By Jennifer Evans
Clicking on my favorite sustainable seed catalog link from my e-mail inbox feels like a package of spring just waiting for me to open! Gardening has always been a pleasure and a connection to nature for my ancestors and me and it all starts with the SEED!
What is the difference between buying a package of seed at the BIG mart nearby or seed that is labeled sustainable?
Sustainable seed is seed that was gathered from organic and non-genetically modified plants. When you grow a plant from sustainable seed, it will pollinate and continue to grow fertile seed that is capable of being replanted and further grow more plants for the next growing season. It is seed that has not been altered genetically or sprayed with chemicals.
When a package of seed is purchased that is not labeled sustainable it will most likely be seed from a genetically modified crop that was altered in some way to resist pests, diseases or weather conditions. It is seed that has most likely come from another country and therefore the seed had to be fumigated and sprayed.

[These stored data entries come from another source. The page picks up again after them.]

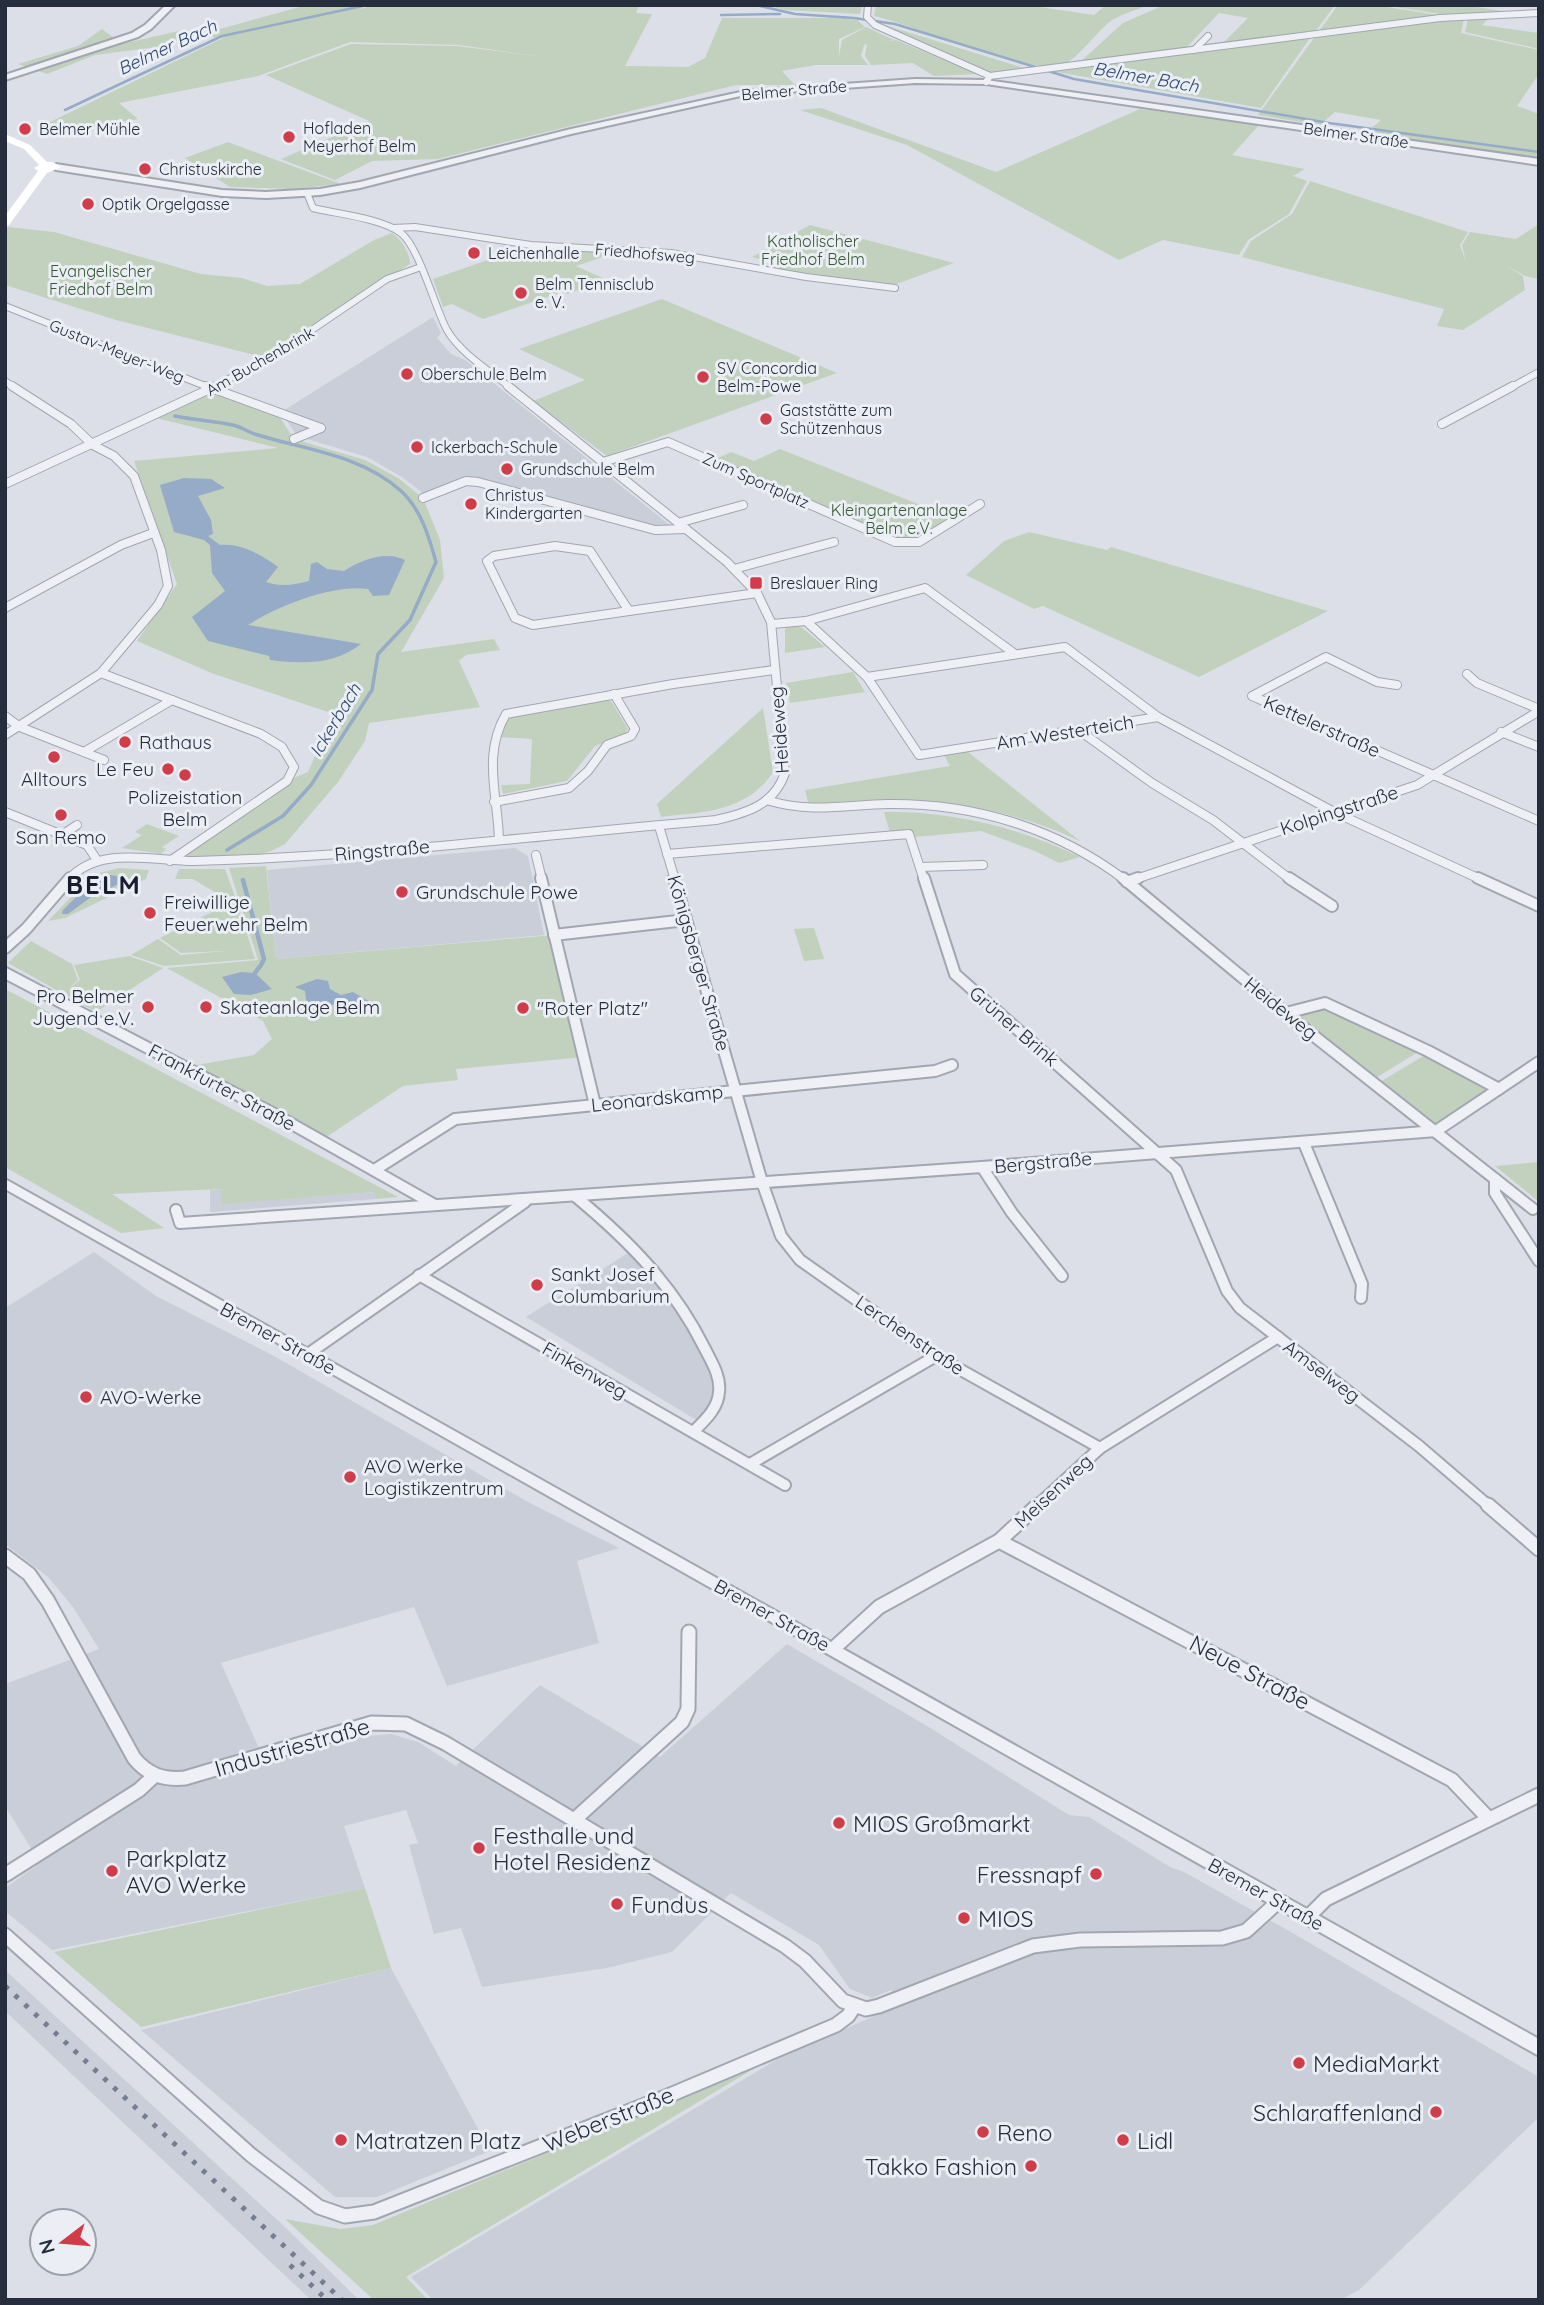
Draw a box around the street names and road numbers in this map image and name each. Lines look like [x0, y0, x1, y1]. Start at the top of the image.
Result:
street label: Belmer Straße [740, 75, 848, 105]
street label: Belmer Straße [1302, 118, 1410, 152]
street label: Friedhofsweg [594, 239, 696, 267]
street label: Gustav-Meyer-Weg [46, 315, 188, 387]
street label: Am Buchenbrink [202, 322, 318, 400]
street label: Zum Sportplatz [700, 448, 812, 512]
street label: Heideweg [764, 686, 794, 774]
street label: Kettelerstraße [1260, 690, 1384, 762]
street label: Am Westerteich [995, 709, 1135, 755]
street label: Kolpingstraße [1277, 780, 1401, 840]
street label: Ringstraße [333, 834, 431, 866]
street label: Königsberger Straße [662, 872, 736, 1054]
street label: Heideweg [1239, 971, 1323, 1045]
street label: Grüner Brink [964, 981, 1064, 1071]
street label: Frankfurter Straße [144, 1038, 300, 1136]
street label: Leonardskamp [590, 1079, 724, 1117]
street label: Bergstraße [993, 1146, 1093, 1178]
street label: Lerchenstraße [851, 1290, 969, 1380]
street label: Bremer Straße [216, 1296, 340, 1380]
street label: Amselweg [1279, 1334, 1365, 1408]
street label: Finkenweg [538, 1336, 632, 1404]
street label: Meisenweg [1009, 1449, 1097, 1533]
street label: Bremer Straße [710, 1573, 834, 1657]
street label: Neue Straße [1185, 1628, 1315, 1716]
street label: Industriestraße [211, 1711, 373, 1783]
street label: Bremer Straße [1204, 1852, 1328, 1936]
street label: Weberstraße [538, 2080, 678, 2158]

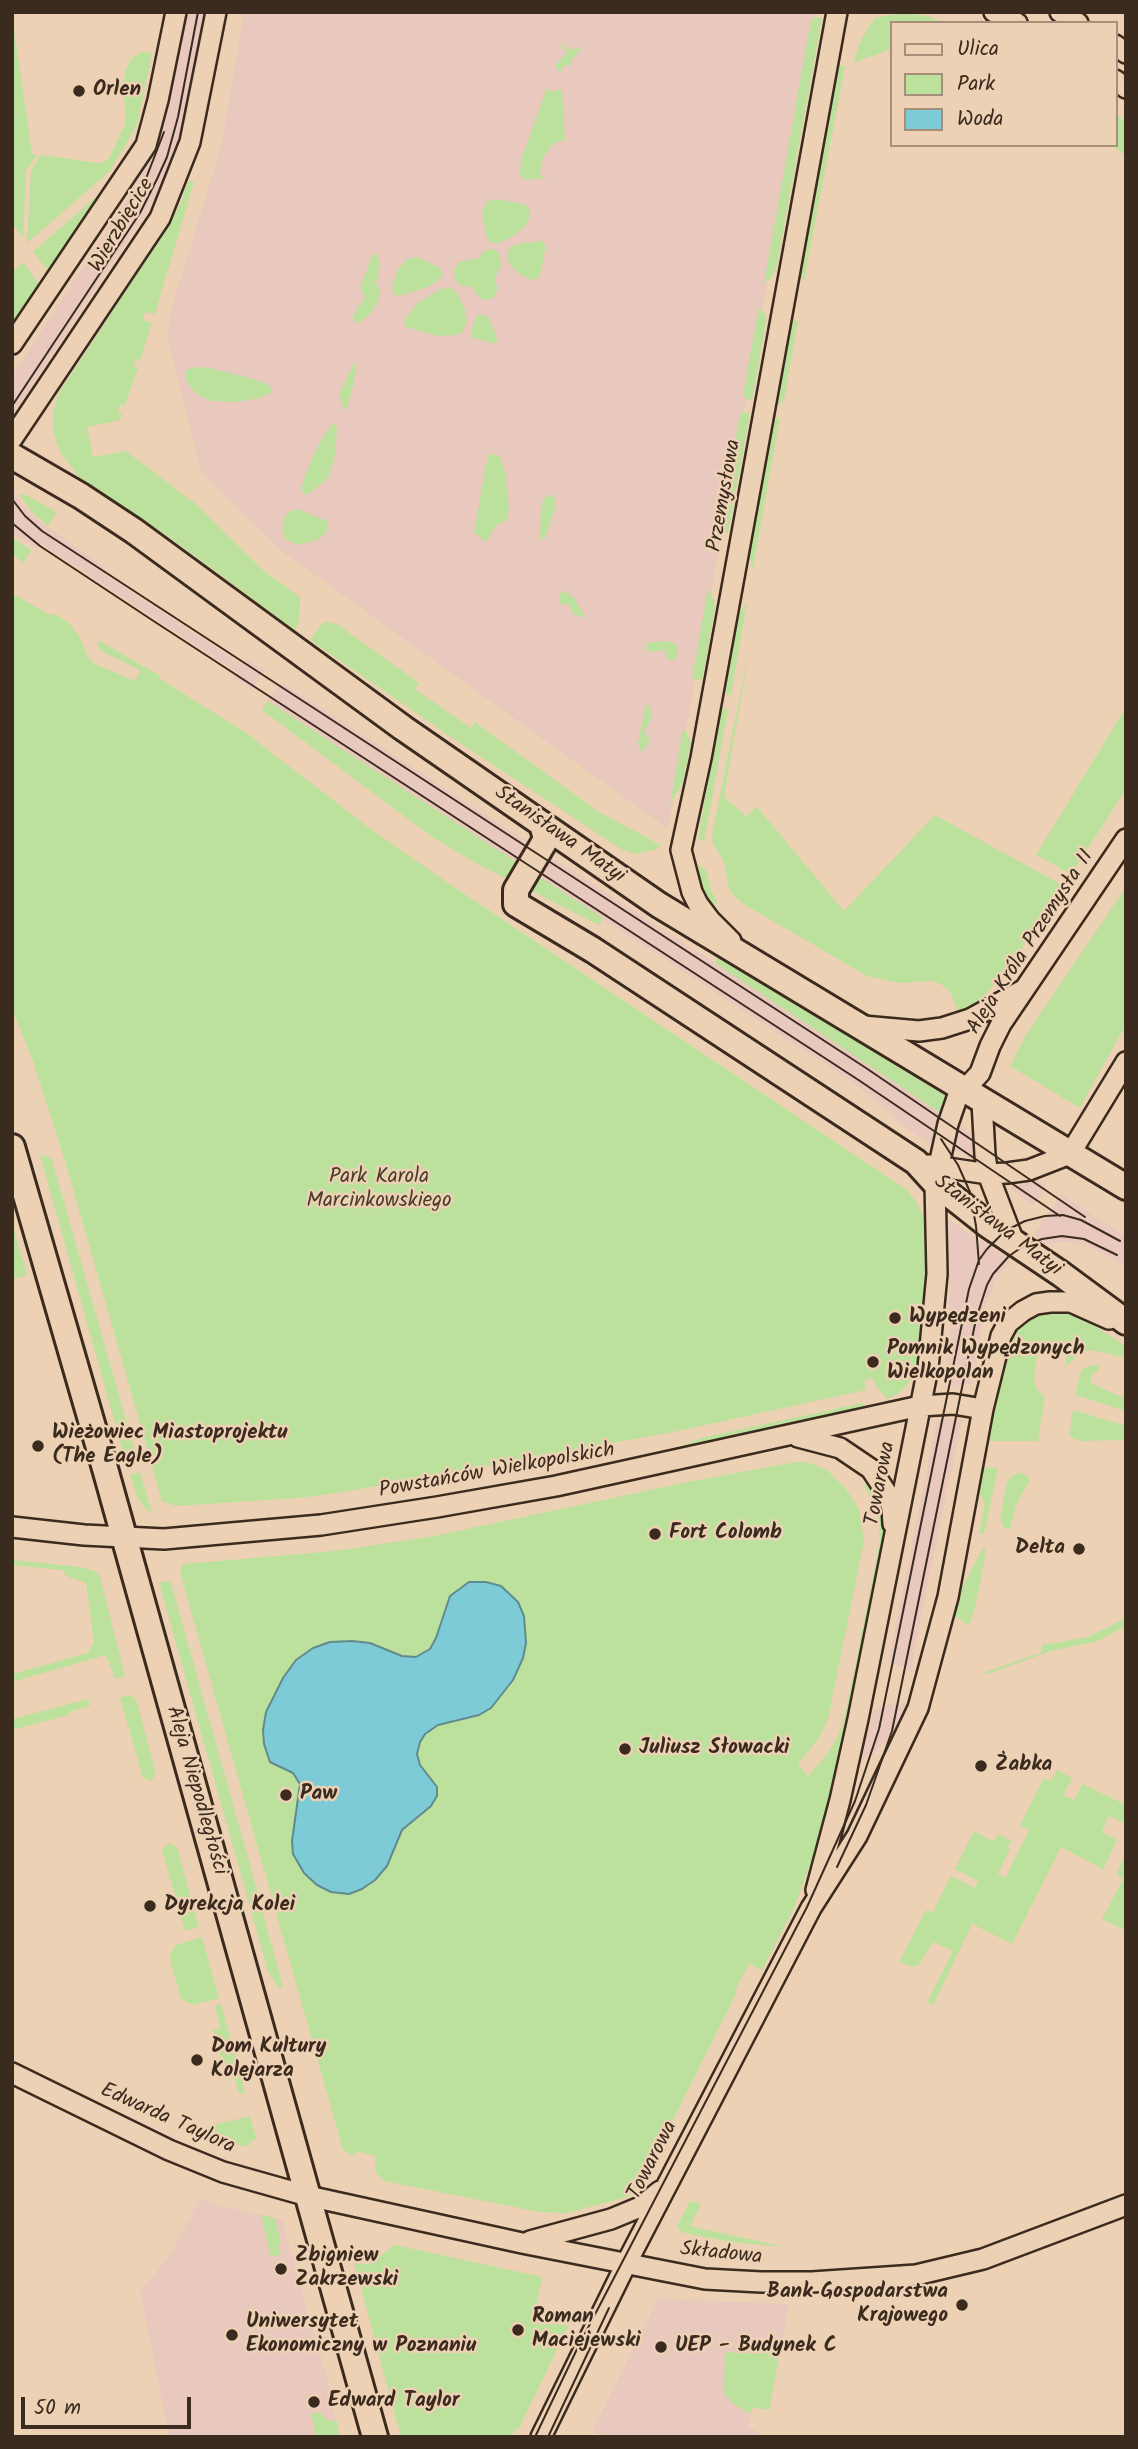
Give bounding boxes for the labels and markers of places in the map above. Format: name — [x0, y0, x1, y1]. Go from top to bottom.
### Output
place label: Orlen — [93, 78, 141, 104]
marker: Orlen — [71, 83, 87, 99]
place label: Wypędzeni — [909, 1305, 1006, 1331]
marker: Wypędzeni — [887, 1310, 903, 1326]
place label: Pomnik Wypędzonych Wielkopolan — [887, 1337, 1085, 1387]
marker: Pomnik Wypędzonych Wielkopolan — [865, 1354, 881, 1370]
place label: Wieżowiec Miastoprojektu (The Eagle) — [52, 1421, 287, 1471]
marker: Wieżowiec Miastoprojektu (The Eagle) — [30, 1438, 46, 1454]
place label: Fort Colomb — [669, 1521, 782, 1547]
marker: Fort Colomb — [647, 1526, 663, 1542]
place label: Delta — [1015, 1536, 1065, 1562]
marker: Delta — [1071, 1541, 1087, 1557]
place label: Juliusz Słowacki — [639, 1736, 790, 1762]
marker: Juliusz Słowacki — [617, 1741, 633, 1757]
place label: Żabka — [995, 1753, 1052, 1779]
marker: Żabka — [973, 1758, 989, 1774]
place label: Paw — [300, 1782, 337, 1808]
marker: Paw — [278, 1787, 294, 1803]
place label: Dyrekcja Kolei — [164, 1893, 295, 1919]
marker: Dyrekcja Kolei — [142, 1898, 158, 1914]
place label: Dom Kultury Kolejarza — [211, 2035, 326, 2085]
marker: Dom Kultury Kolejarza — [189, 2052, 205, 2068]
place label: Zbigniew Zakrzewski — [295, 2244, 398, 2294]
marker: Zbigniew Zakrzewski — [273, 2261, 289, 2277]
place label: Bank Gospodarstwa Krajowego — [767, 2280, 948, 2330]
marker: Bank Gospodarstwa Krajowego — [954, 2297, 970, 2313]
place label: Roman Maciejewski — [532, 2305, 641, 2355]
place label: Uniwersytet Ekonomiczny w Poznaniu — [246, 2310, 476, 2360]
marker: Roman Maciejewski — [510, 2322, 526, 2338]
marker: Uniwersytet Ekonomiczny w Poznaniu — [224, 2327, 240, 2343]
place label: UEP - Budynek C — [675, 2334, 837, 2360]
marker: UEP - Budynek C — [653, 2339, 669, 2355]
place label: Edward Taylor — [328, 2389, 459, 2415]
marker: Edward Taylor — [306, 2394, 322, 2410]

When a farmer plants seeds from a genetically modified seed, his/her crops will not produce seeds to replant again. The farmer must purchase new seed every year to plant their crops. There are organizations such as the Union of Concerned Scientists that research and report information on the impacts of GMO crops have on pollinators, insects, animals and human health impact.
For my family, and my family history of gardening, we have always chosen the traditional way of sustainable seeds. They encourage biodiversity; the seeds are stronger and more resistant to local conditions and do not harm or negatively impact any life forms in the environment.
There is something magical about the smell of mulched garden dirt, the poking up of the first pea plants in spring and the reward of sharing fresh, organic, delicious produce from our garden! And most important to me, starting off with sustainable seeds to benefit not only my family, but to benefit the environment around my garden!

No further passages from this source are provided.